■ REQUIRED ACTION ■
Line count for "Assembly": give the number of lines in the records below that hold it, and nothing else.

■ INFORMATION SHOWN ■
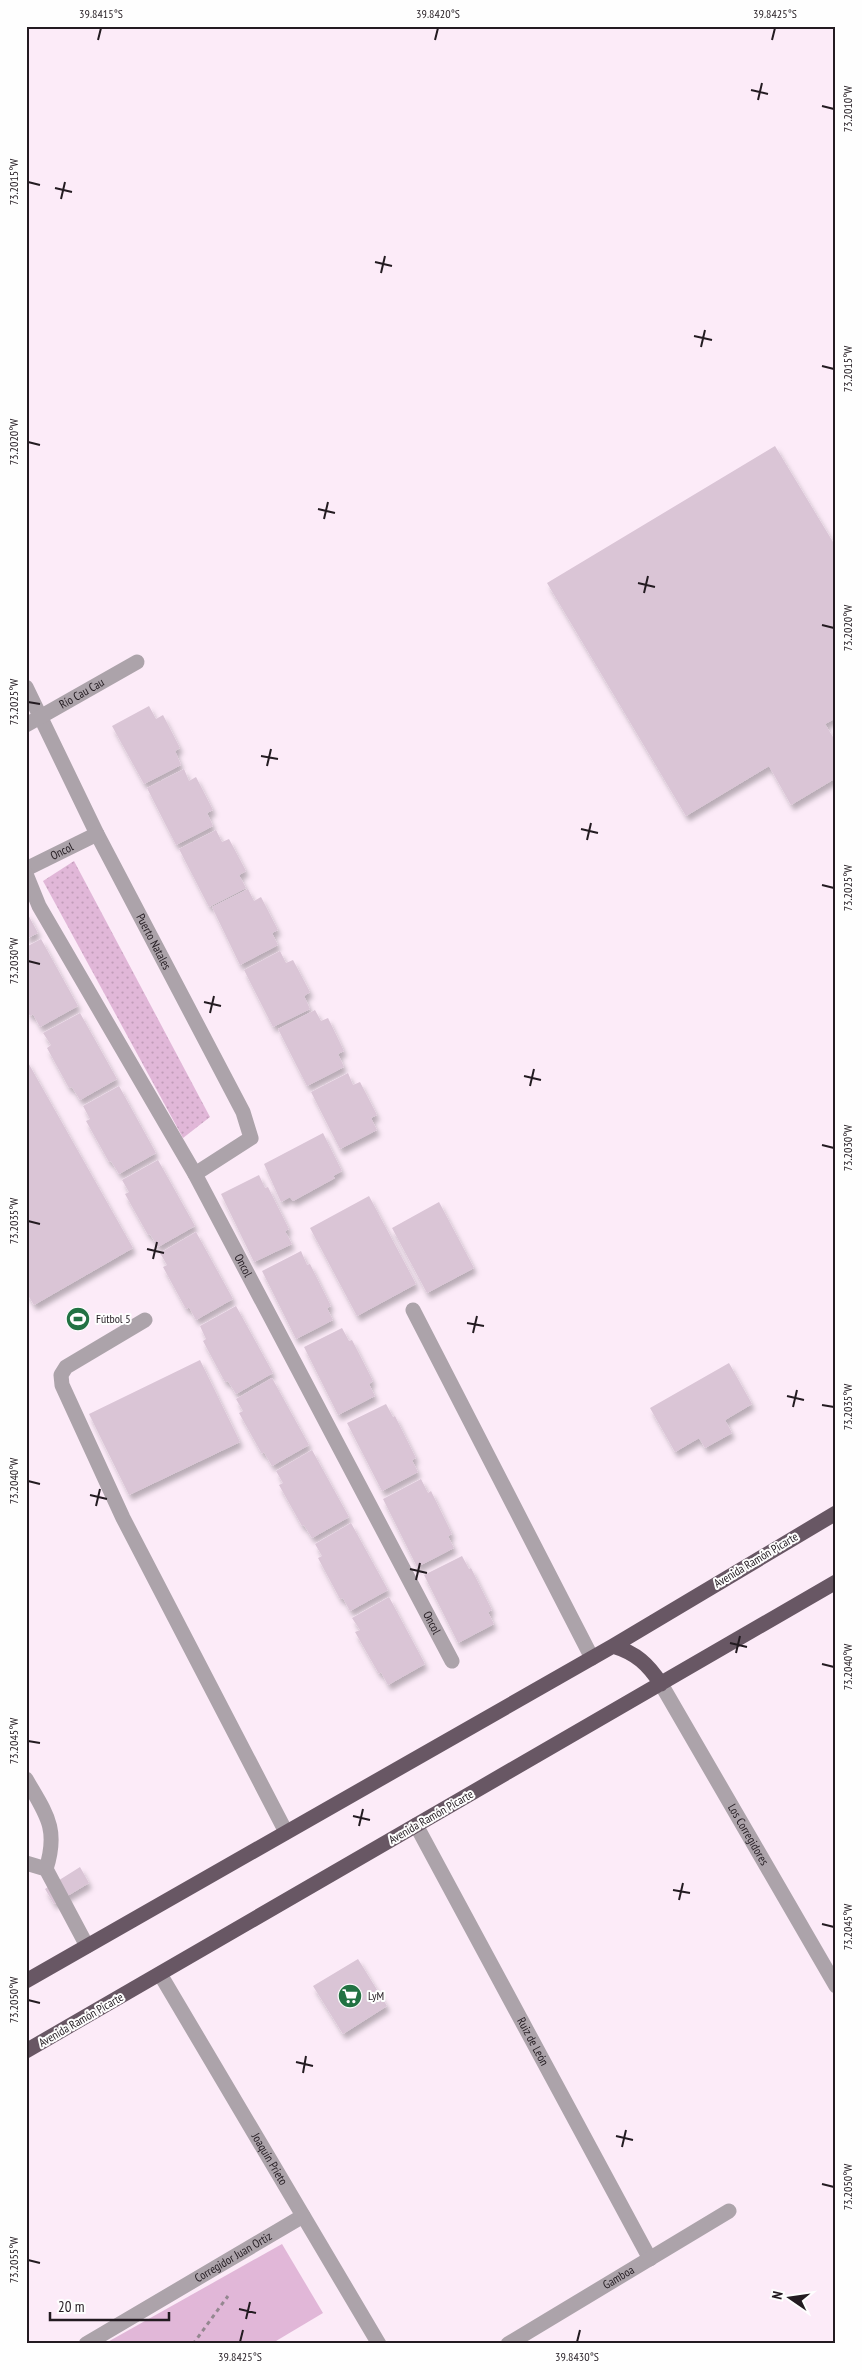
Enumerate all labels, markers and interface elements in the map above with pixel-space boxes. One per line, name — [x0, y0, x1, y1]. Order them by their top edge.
text: 39.8415°S — [79, 6, 123, 21]
text: 39.8420°S — [416, 6, 460, 21]
text: 39.8425°S — [753, 6, 797, 21]
text: 73.2010°W — [840, 86, 855, 132]
text: 73.2015°W — [6, 159, 21, 205]
text: 73.2015°W — [840, 346, 855, 392]
text: 73.2020°W — [6, 419, 21, 465]
text: 73.2020°W — [840, 605, 855, 651]
street label: Río Cau Cau — [56, 674, 107, 712]
text: 73.2025°W — [6, 679, 21, 725]
street label: Oncol — [48, 839, 76, 863]
text: 73.2025°W — [840, 865, 855, 911]
street label: Puerto Natales — [133, 911, 175, 972]
text: 73.2030°W — [6, 938, 21, 984]
text: 73.2030°W — [840, 1125, 855, 1171]
text: 73.2035°W — [6, 1198, 21, 1244]
street label: Oncol — [231, 1251, 256, 1279]
sports icon: Fútbol 5 — [65, 1306, 91, 1332]
place label: Fútbol 5 — [96, 1311, 131, 1326]
text: 73.2035°W — [840, 1384, 855, 1430]
text: 73.2040°W — [6, 1458, 21, 1504]
street label: Avenida Ramón Picarte — [711, 1529, 801, 1591]
street label: Oncol — [420, 1608, 445, 1637]
text: 73.2040°W — [840, 1644, 855, 1690]
text: 73.2045°W — [6, 1718, 21, 1764]
street label: Avenida Ramón Picarte — [386, 1786, 476, 1847]
street label: Los Corregidores — [725, 1801, 772, 1868]
text: 73.2045°W — [840, 1904, 855, 1950]
text: 73.2050°W — [6, 1977, 21, 2023]
supermarket icon: LyM — [337, 1983, 363, 2009]
place label: LyM — [368, 1988, 384, 2003]
street label: Avenida Ramón Picarte — [36, 1989, 126, 2050]
street label: Ruiz de León — [514, 2015, 552, 2068]
street label: Joaquín Prieto — [248, 2129, 291, 2188]
text: 73.2050°W — [840, 2164, 855, 2210]
street label: Corregidor Juan Ortiz — [192, 2228, 274, 2285]
text: 73.2055°W — [6, 2237, 21, 2283]
street label: Gamboa — [600, 2262, 637, 2292]
north arrow — [764, 2272, 814, 2322]
text: N — [768, 2289, 787, 2301]
scale bar — [50, 2290, 169, 2322]
text: 20 m — [58, 2297, 84, 2316]
text: 39.8425°S — [218, 2349, 262, 2364]
text: 39.8430°S — [555, 2349, 599, 2364]

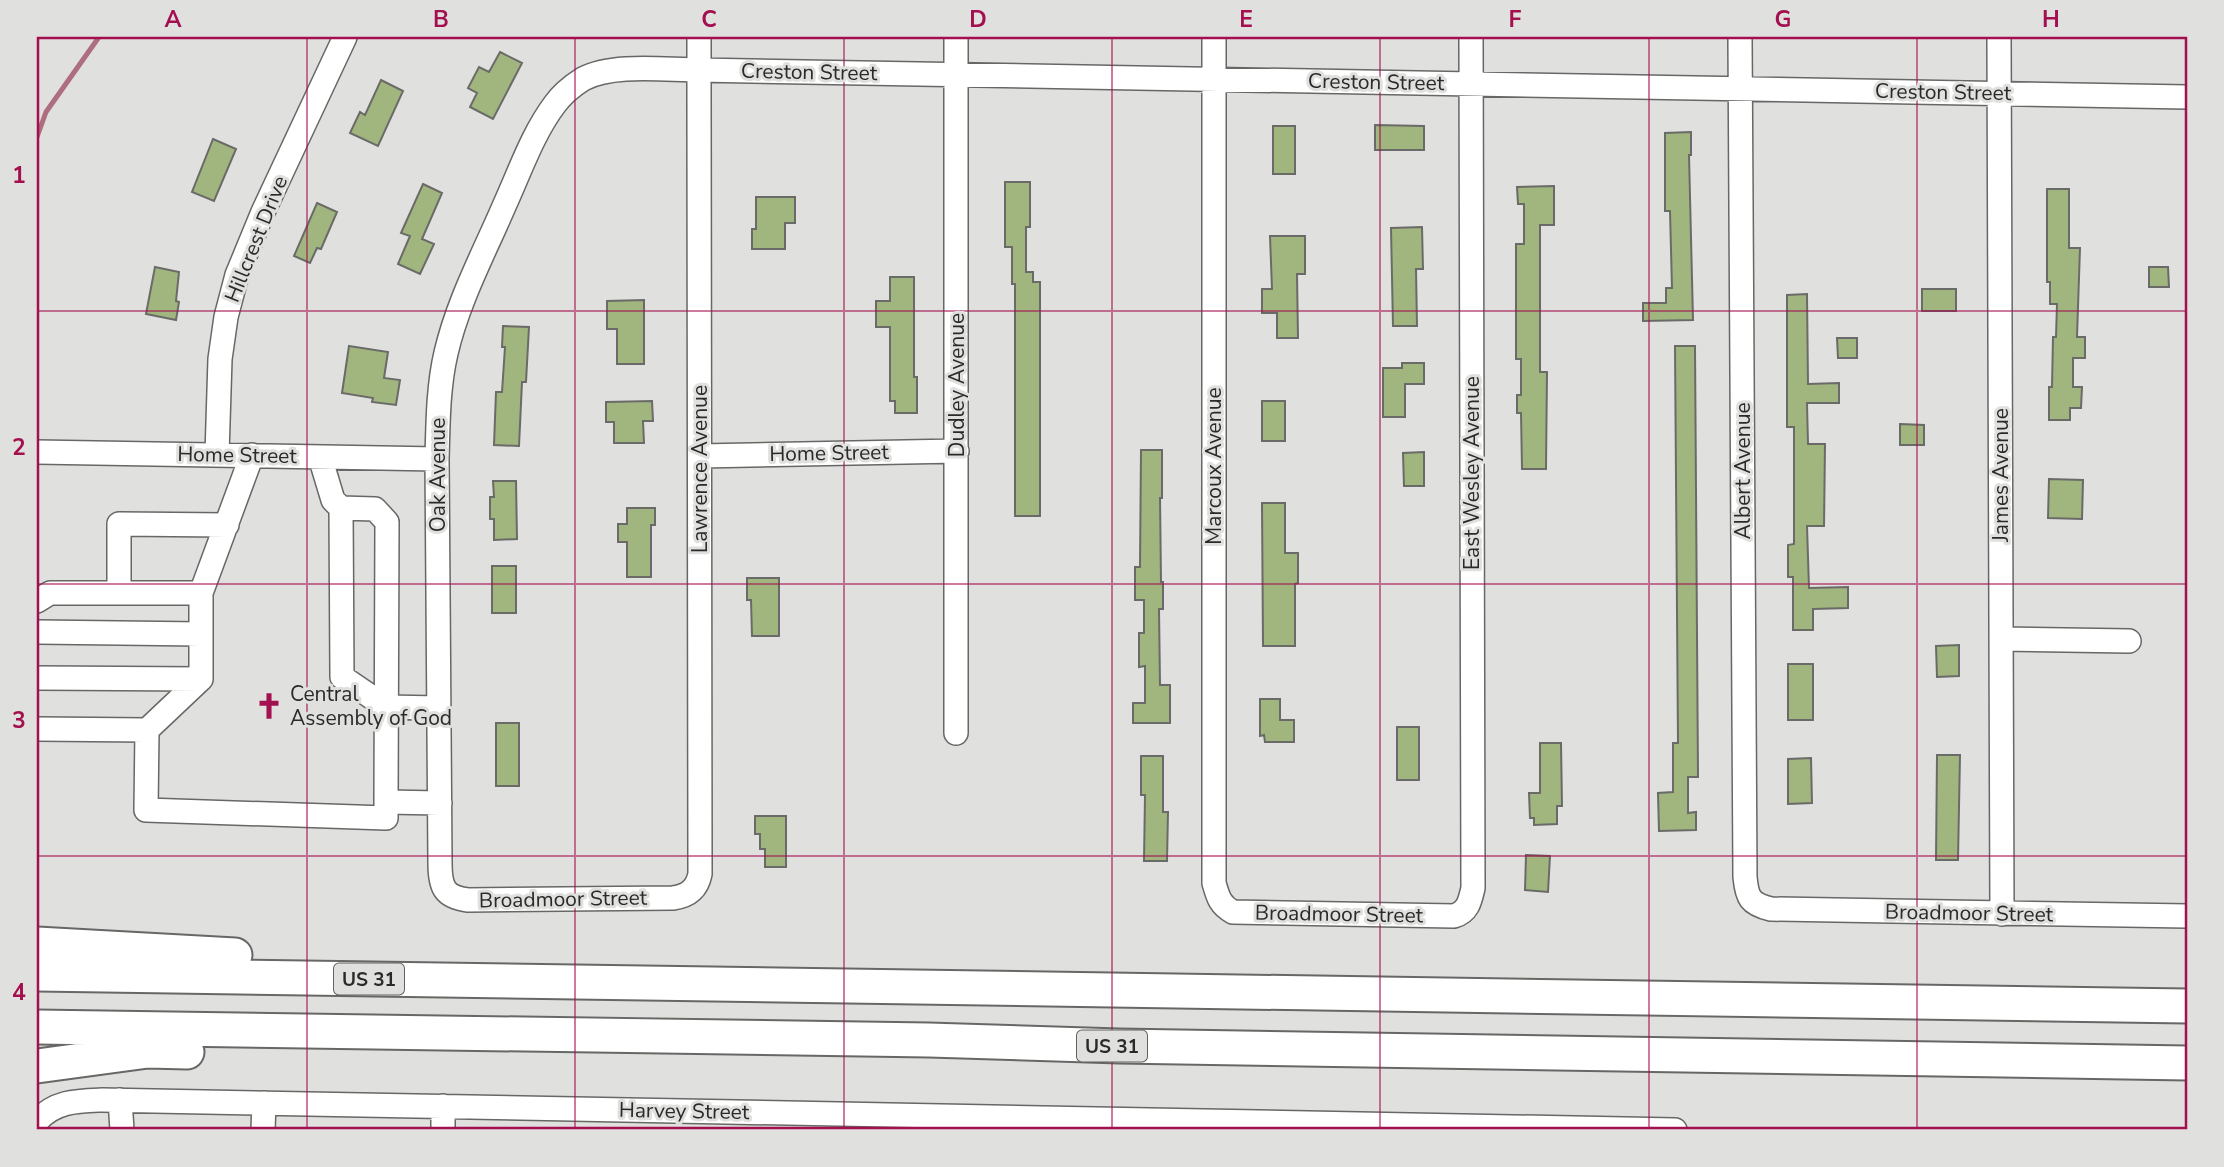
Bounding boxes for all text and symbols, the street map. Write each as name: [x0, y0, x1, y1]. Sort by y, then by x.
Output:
text: A: [164, 4, 182, 35]
text: B: [433, 4, 449, 35]
text: C: [701, 4, 717, 35]
text: D: [969, 4, 987, 35]
text: E: [1239, 4, 1253, 35]
text: F: [1509, 4, 1522, 35]
text: G: [1775, 4, 1791, 35]
text: H: [2042, 4, 2060, 35]
street label: Creston Street: [741, 57, 878, 87]
street label: Creston Street: [1308, 67, 1445, 97]
street label: Creston Street: [1875, 77, 2012, 107]
text: 1: [12, 160, 26, 191]
street label: Hillcrest Drive: [218, 172, 294, 306]
street label: Dudley Avenue: [943, 313, 971, 457]
street label: East Wesley Avenue: [1458, 376, 1486, 570]
street label: Lawrence Avenue: [686, 385, 714, 553]
street label: Marcoux Avenue: [1200, 387, 1228, 545]
street label: Albert Avenue: [1729, 402, 1757, 540]
street label: James Avenue: [1987, 408, 2015, 543]
street label: Oak Avenue: [424, 418, 452, 532]
text: 2: [12, 432, 26, 463]
street label: Home Street: [769, 438, 890, 468]
street label: Home Street: [177, 440, 298, 470]
place label: Central Assembly of God: [290, 680, 452, 732]
church icon: Central Assembly of God: [254, 691, 284, 721]
text: 3: [12, 705, 26, 736]
street label: Broadmoor Street: [479, 884, 648, 914]
street label: Broadmoor Street: [1885, 898, 2054, 928]
street label: Broadmoor Street: [1255, 899, 1424, 929]
road number: US 31: [334, 964, 404, 995]
text: 4: [12, 977, 26, 1008]
road number: US 31: [1077, 1030, 1147, 1062]
street label: Harvey Street: [619, 1096, 750, 1126]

■ WRITTEN SOLUTION ■
2